Michał Sołowow, właściciel takich spółek jak m.in. Synthos, Cersanit i Barlinek, w najnowszym zestawieniu tygodnika "Wprost" znalazł się poza podium. Warto zaznaczyć, że ten biznesmen i były kierowca rajdowy lat trzymał w ręku tytuł najbogatszego Polaka od kilku ostatnich lat.
"Tegoroczna lista to również dramatyczne spadki i spektakularne debiuty. Na liście nie ma znanych polskich przedsiębiorców, którzy byli na niej obecni od kilkunastu lat. Co się stało? Czy aż tak zbiednieli? Pojawiają się za to nowi gracze. Nie tylko z polskiego podwórka, ale również ci, którzy robią duży biznes za Oceanem" - zachęcają do zapoznania się z listą 100 najbogatszych Polaków dziennikarze "Wprost".
Ile trzeba było mieć, żeby w tym roku dostać się na listę?

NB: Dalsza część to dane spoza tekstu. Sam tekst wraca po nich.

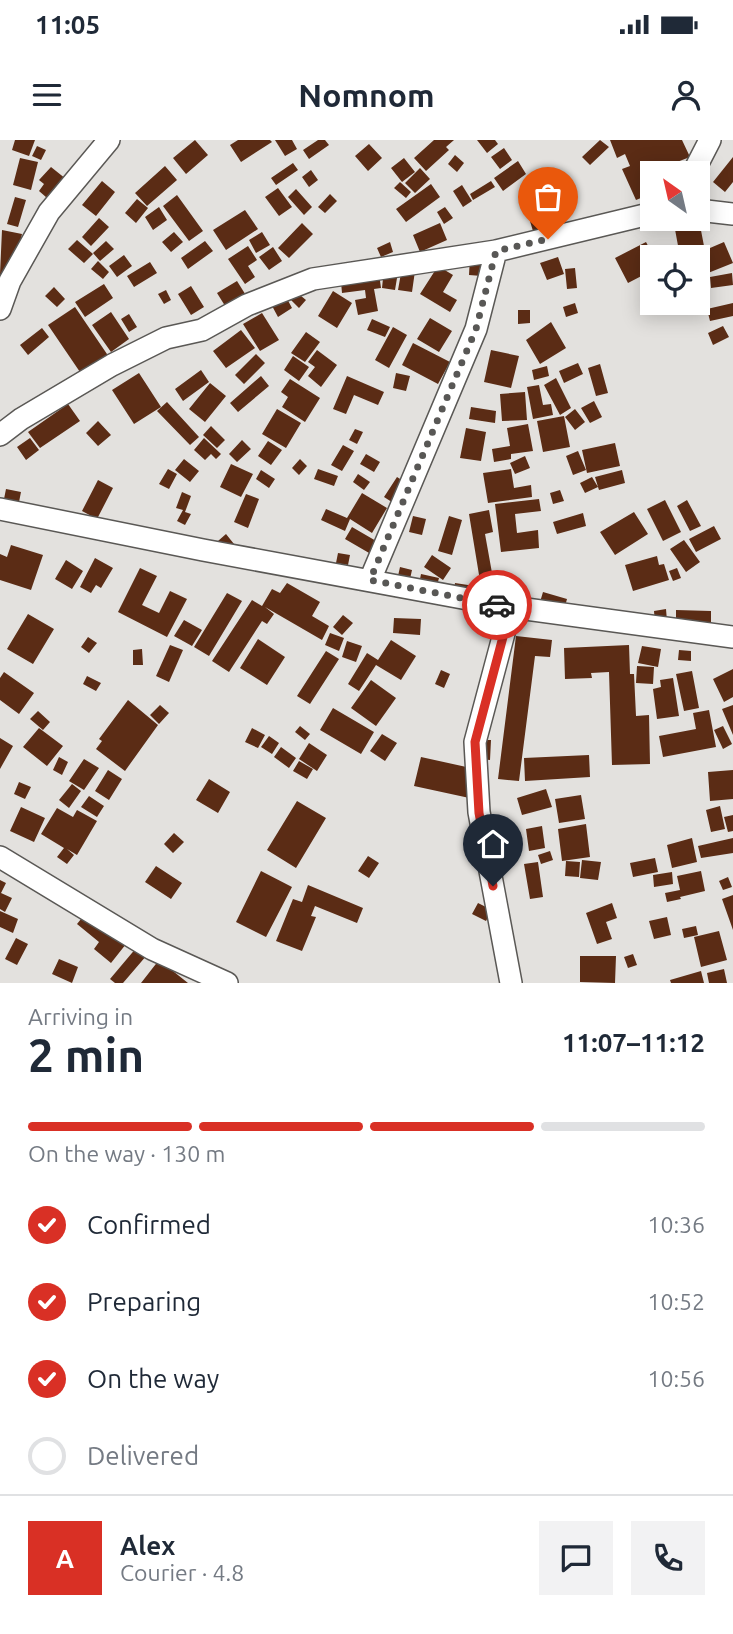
<!DOCTYPE html>
<meta charset="utf-8">
<style>
:root{--surface:#fff;--page:#f2f2f3;--text:#1f2937;--muted:#747a83;--line:#e0e1e3;--accent:#d93025}
body{margin:0;font-family:Ubuntu,sans-serif;background:var(--page);color:var(--text);height:100vh;display:flex;flex-direction:column;font-size:26px;white-space:nowrap}
*{box-sizing:border-box;margin:0}
p{font-size:23px;color:var(--muted)}
.icon{flex:none;width:38px;height:38px;fill:none;stroke:currentColor;stroke-width:2;stroke-linecap:round;stroke-linejoin:round}
.map{position:relative;height:843px;overflow:hidden}
.details{display:flex;flex-direction:column;background:var(--surface);flex:1}
.details>*{flex:none}
.needle{width:46px;rotate:326deg}
.controls{position:absolute;left:640px;top:21px;display:grid;gap:14px}
.controls a{display:grid;place-items:center;width:70px;height:70px;border-radius:0px;background:var(--surface);box-shadow:0 4px 18px #0003;font-size:35px}
.pin{position:absolute;display:grid;place-items:center;width:60px;height:60px;color:#fff;margin:-72px -30px;border-radius:50% 50% 50% 0;rotate:-45deg;box-shadow:0 0 7px #0007}
.pin .icon{rotate:45deg}
.courier{position:absolute;display:grid;place-items:center;width:70px;height:70px;margin:-35px;border:5px solid #d93025;border-radius:50%;background:#fff;color:#222;box-shadow:0 2px 9px #0007}
.head em{font-style:normal;font-weight:600}
.head div{display:flex;flex-direction:column-reverse}
.head{display:flex;align-items:center;justify-content:space-between;height:119px;padding:0 28px}
h1{font-size:46px;font-weight:600;line-height:52px}
.bar{display:grid;grid-template-columns:repeat(4,1fr);gap:10px 7px;align-content:center;height:84px;padding:0 28px}
.bar i{height:9px;border-radius:5px;background:var(--line)}
.bar .current{background:var(--accent)}
.bar p{grid-column:span 4}
.line{display:flex;align-items:center;gap:18px;padding:0 28px;border-top:2px solid var(--line)}
.line div{flex:1}
.round{display:grid;place-items:center;flex:none;width:74px;height:74px;border-radius:0px;background:var(--page)}
ol{padding:0 28px;list-style:none}
li{display:flex;align-items:center;gap:21px;height:77px}
li p{margin-inline-start:auto}
li .icon{padding:7px;border-radius:50%;background:var(--accent);color:#fff;stroke-width:4}
li:last-child{color:var(--muted)}
li i{width:38px;height:38px;border:4px solid var(--line);border-radius:50%}
.status{display:flex;justify-content:space-between;align-items:center;height:49px;padding:0 35px;background:var(--surface);direction:ltr}
.status svg{height:19px;fill:currentColor}
header{display:flex;justify-content:space-between;align-items:center;height:91px;padding:0 28px;background:var(--surface);font-size:32px;font-weight:600}
.map>svg:first-child{display:block}
.building{fill:#5b2c15}
.lines{fill:none;stroke-linecap:round;stroke-linejoin:round}
.minor-casing{stroke:#5a5855;stroke-width:24}
.minor{stroke:#fff;stroke-width:21}
.done{stroke:#585755;stroke-width:7;stroke-dasharray:0 12.6}
.route{stroke:#d93025;stroke-width:9}
</style>
<div class="status"><b>11:05</b><svg viewBox="0 0 49 12"><path d="M0 12V9h3v3zM5 12V6h3v6zM10 12V3h3v9zM15 12V0h3v12zM26 1h20v11H26zM47 4h2v5h-2z"/></svg></div>
<header><svg class="icon" aria-label="menu" viewBox="0 0 24 24"><path d="M4 6h16M4 12h16M4 18h16"/></svg>Nomnom<svg class="icon" aria-label="person" viewBox="0 0 24 24"><circle cx="12" cy="8" r="4"/><path d="M4 21q1-7 8-7t8 7"/></svg></header>
<div class="map">
<svg width="733" height="843" viewBox="0 0 733 843">
<rect width="100%" height="100%" fill="#e3e1de"/>
<path class="building" d="M15 0H35L29 16 12 10Z
M195 0 208 15 186 34 173 18Z
M238 0H270L272 2 241 22 230 5Z
M275 0H292L297 9 285 16Z
M318 0H325L329 5 309 19 303 10Z
M434 0H454L446 7 449 10 426 31 414 18Z
M477 0H495L498 4 487 13Z
M600 0 609 7 590 25 582 17Z
M610 0H682L690 17 677 22 682 33H653V53L636 60 622 29 630 26 625 14 617 18Z
M369 4 382 18 368 31 355 16Z
M37 6 46 10 41 20 32 16Z
M504 8 512 20 500 29 491 17Z
M455 15 464 23 457 32 448 24Z
M733 17V42L725 52 713 42Z
M20 18 38 22 31 50 13 45Z
M404 18 415 32 402 42 391 28Z
M518 21 526 34 503 51 494 38Z
M293 23 298 30 276 45 271 38Z
M165 26 177 40 147 66 135 53Z
M51 27 71 43 54 64 39 51 44 44 39 40Z
M420 28 430 39 415 53 405 43Z
M311 30 318 40 309 47 302 37Z
M562 33 567 42 559 46 554 37Z
M102 41 115 52 96 76 82 65Z
M491 41 495 47 473 60 470 54Z
M400 42 411 52 406 58 394 48Z
M431 44 440 57 406 82 396 69Z
M462 45 472 61 463 67 453 51Z
M278 48 292 67 279 76 265 57Z
M296 49 312 67 304 75 288 57Z
M532 52 542 88 533 91 522 55Z
M330 54 337 61 325 73 318 67Z
M177 55 203 91 189 101 163 66Z
M15 57 26 60 18 87 7 84Z
M137 59 148 68 136 83 125 73Z
M552 61 559 86 545 90 538 65Z
M159 67 167 80 153 90 145 77Z
M445 67 453 78 444 84 437 72Z
M245 70 258 89 226 110 213 90Z
M99 78 109 87 91 106 82 97Z
M699 80 704 106 679 111 674 84Z
M302 83 313 94 289 118 278 108Z
M440 83 447 100 420 112 413 95Z
M2 90 22 94 13 137 0 134Z
M174 92 183 102 171 112 162 102Z
M262 92 270 105 256 113 249 100Z
M77 100 93 114 84 123 68 109Z
M106 101 114 109 100 121 93 113Z
M205 101 213 111 188 129 181 118Z
M390 102 393 112 381 117 377 108Z
M646 102 654 117 653 130 628 143 615 118Z
M724 102 733 123 698 137V117H689Z
M248 106 257 120 248 126 255 137 245 144 228 119Z
M273 107 282 121 269 130 259 117Z
M124 115 132 126 117 137 109 126Z
M470 116 483 117 482 136 469 135Z
M558 117 564 134 547 140 540 123Z
M98 121 109 132 103 139 91 129Z
M150 122 157 133 134 147 127 136Z
M403 122 416 124 412 152 398 150Z
M378 126 381 148 374 149 378 171 358 175 355 160 366 158 365 150 342 153 340 131Z
M438 126 453 135 443 152 457 160 450 172 420 154Z
M575 128 577 148 567 149 565 129Z
M384 129 398 132 395 150 382 148Z
M732 133 733 145 711 148 710 137Z
M237 141 247 157 227 169 217 153Z
M104 144 113 158 85 177 75 162Z
M191 146 204 167 191 175 178 154Z
M54 147 65 159 57 167 45 156Z
M166 150 171 160 164 164 158 154Z
M295 151 306 160 299 168 289 158Z
M333 151 352 163 337 188 318 176Z
M285 155 292 168 278 177 271 164Z
M575 163 578 173 566 177 563 167Z
M733 163V176L710 181 707 169Z
M75 167 109 217 82 235 48 185Z
M518 170H530V183L518 184Z
M111 172 129 199 111 212 92 185Z
M262 173 279 200 260 211 243 184Z
M129 174 137 187 129 192 121 179Z
M430 178 452 191 439 212 417 199Z
M372 179 390 187 385 197 367 190Z
M551 182 566 208 540 224 526 200Z
M723 186 729 197 713 205 708 193Z
M393 187 407 195 389 228 375 220Z
M42 188 49 197 28 215 20 205Z
M241 190 255 208 226 228 213 211Z
M306 192 320 202 305 222 291 213Z
M413 203 450 222 438 244 402 225Z
M317 210 337 225 321 247 308 236 315 227 308 222Z
M491 210 519 216 511 248 484 242Z
M256 214 265 223 244 244 235 235Z
M293 216 309 227 299 241 284 230Z
M578 223 583 234 564 243 559 231Z
M600 224 608 253 596 256 588 228Z
M547 226 549 236 534 240 532 230Z
M201 230 209 242 183 261 175 249Z
M139 233 161 267 134 284 112 250Z
M396 233 410 236 406 251 393 248Z
M261 236 269 246 238 272 230 263Z
M347 236 384 252 378 265 354 255 346 274 333 269Z
M556 238 571 268 560 275 544 245Z
M290 239 320 258 305 282 282 267 288 257 281 252Z
M210 243 226 256 205 282 189 269Z
M539 245 543 265 551 264 553 275 533 279 527 247Z
M525 252 527 280 502 281 500 254Z
M594 261 602 277 590 283 581 268Z
M167 262 199 297 190 305 157 271Z
M68 264 80 281 40 308 28 292Z
M471 267 496 271 495 283 469 279Z
M277 269 301 283 286 308 262 294Z
M575 269 585 282 575 290 565 277Z
M564 276 570 307 543 312 537 281Z
M98 281 111 295 98 306 86 293Z
M528 284 533 311 511 314V319L494 322 492 309 510 306 507 288Z
M211 286 225 300 217 308 203 295Z
M466 288 486 292 481 321 460 318Z
M355 289 363 292 357 304 349 300Z
M30 298 39 310 26 320 17 307Z
M204 298 221 314 216 319 211 314 205 320 194 310Z
M242 300 251 309 237 322 229 314Z
M268 301 282 310 271 325 258 316Z
M615 303 620 326 587 333 582 310Z
M343 305 354 311 342 331 331 325Z
M578 311 586 330 573 335 566 316Z
M366 314 380 322 374 332 360 324Z
M525 316 530 328 515 334 510 323Z
M184 319 199 331 190 342 175 330Z
M300 319 307 326 299 335 292 328Z
M231 324 253 334 241 357 220 347Z
M168 329 177 334 169 349 159 344Z
M318 329 338 336 334 346 314 339Z
M511 329 514 348 531 345 532 357 488 363 483 333Z
M261 330 275 339 269 348 256 339Z
M622 330 625 343 599 350 598 347 585 353 580 343 592 337 598 347 595 337Z
M358 334 370 342 364 350 353 342Z
M397 337 411 346 398 366 384 357Z
M98 340 113 348 97 379 82 371Z
M6 349 21 352 19 362 4 359Z
M560 350 564 361 553 364 550 353Z
M182 352 191 356 185 372 191 374 185 385 177 381 183 370 176 368Z
M362 353 387 368 372 393 350 379 345 391 321 380 326 369 347 378Z
M246 354 259 359 248 388 234 382Z
M539 359 541 371 515 374 517 393 538 390 539 408 501 412 495 364Z
M665 360 681 392 663 401 647 369Z
M687 360 701 386 690 391 677 366Z
M489 370 493 392 485 394 494 444 481 447 469 374Z
M634 372 648 394 615 415 600 392Z
M583 373 586 386 557 394 553 382Z
M413 376 426 379 422 395 409 392Z
M449 376 462 380 452 415 438 411Z
M714 386 721 399 696 412 689 399Z
M352 387 383 405 376 417 345 399Z
M226 394 238 409 231 415 218 401Z
M684 400 700 422 686 432 670 409Z
M11 405 43 415 31 450 0 440V414L7 417Z
M338 413 350 415 348 425 336 423Z
M432 415 451 428 443 440 424 427Z
M657 416 659 425 664 424 669 440 633 451 625 425Z
M95 418 113 428 101 448 96 445 91 453 80 447Z
M66 420 83 431 72 449 55 439Z
M400 427 412 430 410 439 398 436Z
M140 428 157 436 142 465 159 473 170 451 187 459 167 497 118 472Z
M677 428 681 438 673 441 669 431Z
M421 434 439 438 435 453 418 449Z
M287 443 320 462 312 476 329 486 322 500 265 467 274 474 267 484 262 481 229 532 212 521 252 460 262 466 272 449 280 453Z
M455 443 494 449 492 463 453 458Z
M543 452 567 459 564 470 540 462Z
M227 453 242 461 209 516 194 507Z
M666 469 667 481 655 483 654 471Z
M676 470 711 471V486H676Z
M28 474 54 489 33 524 7 509Z
M343 475 353 483 342 495 333 487Z
M394 478 421 479 420 495 393 493Z
M184 480 202 490 192 506 174 496Z
M330 493 344 498 339 511 325 505Z
M516 496 552 500 550 517 535 516 519 641 498 639Z
M88 497 97 503 89 513 81 507Z
M258 499 285 517 267 545 240 528Z
M391 500 416 516 401 540 376 525 359 551 348 544 367 513 378 520Z
M347 501 362 506 356 522 342 517Z
M170 505 183 510 169 542 156 536Z
M629 505 630 534H634L636 576 649 575 650 624 612 625 609 532 591 533 592 538 565 539 564 508Z
M642 506 661 509 658 527 638 523Z
M142 509 143 525H133V510Z
M679 510 691 511V521L678 520Z
M326 511 339 519 310 564 297 556Z
M637 526 654 527 653 544 636 543Z
M733 529V557L724 562 713 539Z
M441 530 450 534 444 548 435 544Z
M692 531 699 568 684 571 676 534Z
M4 532 34 553 19 574 0 560V538Z
M87 536 101 543 96 551 83 544Z
M673 538 679 576 657 579 653 549 661 547 660 540Z
M371 540 396 558 376 586 351 568Z
M128 560 158 585 125 631 96 609 102 601 99 599Z
M160 565 169 573 159 584 150 575Z
M733 565V595L722 569Z
M333 568 374 592 361 614 320 590Z
M709 570 716 607 663 617 659 596 696 589 693 573Z
M38 571 50 582 43 590 30 579Z
M300 586 310 594 305 600 295 592Z
M723 586 732 604 723 609 714 590Z
M39 588 63 606 47 626 23 607Z
M252 588 265 595 258 608 245 602Z
M382 594 397 603 385 621 370 611Z
M269 596 279 603 272 614 261 607Z
M0 598 13 606 0 629Z
M482 600H491L490 620 480 619Z
M309 603 327 615 317 631 299 619Z
M281 607 296 618 289 628 274 617Z
M589 615 590 637 525 641 524 618Z
M59 617 68 622 62 635 53 630Z
M421 617 480 630 474 659 414 646Z
M84 619 99 628 84 650 69 641Z
M299 621 313 629 307 639 293 631Z
M108 630 122 639 109 660 95 651Z
M733 630V659L710 661 708 632Z
M209 639 230 652 218 673 196 660Z
M19 642 31 647 25 659 14 654Z
M72 644 81 651 69 668 59 660Z
M546 649 552 667 522 675 517 658Z
M581 655 585 679 559 683 555 659Z
M89 656 104 666 97 677 81 667Z
M297 661 326 678 296 728 267 710Z
M720 666 725 689 711 692 706 670Z
M21 667 45 678 34 702 10 691Z
M57 668 73 677 77 670 97 681 77 715 67 709 74 715 67 724 57 717 64 708 41 694Z
M733 675V691L728 692 724 677Z
M586 684 590 717 562 721 558 689Z
M542 686 545 708 529 711 526 689Z
M174 693 184 702 173 713 164 704Z
M692 698 697 722 672 728 667 705Z
M733 698V713L701 718 698 706Z
M550 711 553 720 541 724 538 715Z
M368 716 379 723 369 738 358 731Z
M655 718 658 732 633 737 630 723Z
M582 720 601 722 598 740 580 738Z
M566 721 580 722 579 737 565 736Z
M538 722 543 757 530 759 524 724Z
M156 726 182 743 171 759 145 742Z
M261 731 292 747 266 797 236 782Z
M701 731 705 751 680 757 681 759 667 762 665 753 680 750 677 736Z
M672 732 673 744 654 747 653 735Z
M728 737 732 747 723 750 719 741Z
M0 740 6 743 1 753 12 758 5 772 0 769Z
M308 745 363 768 357 783 315 766 311 776 316 777 302 811 276 801 293 759 302 762Z
M733 755V790L722 759Z
M478 763 492 770 486 781 472 774Z
M612 763 617 778 606 782 612 799 597 804 586 773Z
M90 768 130 799 111 823 94 809 99 802 77 784Z
M0 771 18 779 13 793 0 787Z
M667 777 671 795 654 799 649 781Z
M696 786 698 795 684 798 682 789Z
M719 791 727 820 701 827 694 797Z
M16 798 28 804 17 825 5 819Z
M137 807 147 815 123 843H115L110 839Z
M633 814 637 825 628 828 624 817Z
M580 816H616L615 843 580 842Z
M59 819 78 827 72 843 52 834Z
M159 820 188 843H141Z
M724 829 727 843H709L707 833Z
M701 831 704 843H671L670 840Z"/>
<g class="lines">
<g class="minor-casing">
<path id="minor" d="M693 33 710 0
M698 70 733 74
M0 169 10 141 49 72 109 0
M0 295 21 279 112 225 166 198 202 190 247 165 313 139 496 111 653 73
M0 369 203 410 511 467 733 497
M370 440 476 189 496 111
M0 717 152 809 227 843
M511 843 479 672 475 602 511 467"/>
</g>
<use href="#minor" class="minor"/>
</g>
<g class="lines">
<path class="done" d="M497 465 370 440 476 189 496 111 548 99"/>
<path class="route" d="M493 746 479 673 475 602 511 467 497 465"/>
</g>
</svg>
<div class="controls">
<a><svg class="needle" viewBox="-14 -14 28 28"><path d="M0-13l5 13h-10z" fill="#e53935"/><path d="M0 13l5-13h-10z" fill="#747a83"/></svg></a>
<a><svg class="icon" aria-label="locate" viewBox="0 0 24 24"><circle cx="12" cy="12" r="6"/><path d="M12 2v4M12 18v4M2 12h4M18 12h4"/></svg></a>
</div>
<div class="pin" style="left:548px;top:99px;background:#ea580c"><svg class="icon" aria-label="bag" viewBox="0 0 24 24"><path d="M5 8h14l-1 12H6zM9 8a3 3 0 0 1 6 0"/></svg></div>
<div class="pin" style="left:493px;top:746px;background:#1f2937"><svg class="icon" aria-label="home" viewBox="0 0 24 24"><path d="M3 11l9-7 9 7M6 9v11h12V9"/></svg></div>
<div class="courier" style="left:497px;top:465px"><svg class="icon" aria-label="car" viewBox="0 0 24 24"><path d="M5 17H2v-5l4-1 3-4h7l3 4 3 1v5h-3M9 17h6M6 11h13"/><circle cx="7" cy="17" r="2"/><circle cx="17" cy="17" r="2"/></svg></div>
</div>
<section class="details">
<div class="head"><div><h1>2 min</h1><p>Arriving in</p></div><em>11:07–11:12</em></div>
<div class="bar"><i class="current"></i><i class="current"></i><i class="current"></i><i></i><p>On the way · 130 m</p></div>
<ol>
<li><svg class="icon" aria-label="check" viewBox="0 0 24 24"><path d="M5 12l5 5 9-10"/></svg>Confirmed<p>10:36</p></li>
<li><svg class="icon" aria-label="check" viewBox="0 0 24 24"><path d="M5 12l5 5 9-10"/></svg>Preparing<p>10:52</p></li>
<li><svg class="icon" aria-label="check" viewBox="0 0 24 24"><path d="M5 12l5 5 9-10"/></svg>On the way<p>10:56</p></li>
<li><i></i>Delivered</li>
</ol>
<div class="line" style="height:126px"><b class="round" style="background:var(--accent);color:#fff">A</b><div><b>Alex</b><p>Courier · 4.8</p></div><a class="round"><svg class="icon" aria-label="chat" viewBox="0 0 24 24"><path d="M4 5h16v11H9l-5 4z"/></svg></a><a class="round"><svg class="icon" aria-label="phone" viewBox="0 0 24 24"><path d="M5 4h4l2 5-3 2q2 4 5 5l2-3 5 2v4C11 20 4 13 5 4z"/></svg></a></div>
</section>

400 milionów złotych - taki w tym roku był próg wejścia na Listę 100 najbogatszych Polaków "Wprost". Jeszcze w 2019 "wystarczyło" mieć 369 mln zł, żeby chociaż dostać się na ostatnie, setne miejsce zestawienia. Jak przypominają jego autorzy - Lista 100 najbogatszych Polaków to dzisiaj najstarszy ranking opisujący historie najzamożniejszych ludzi w kraju.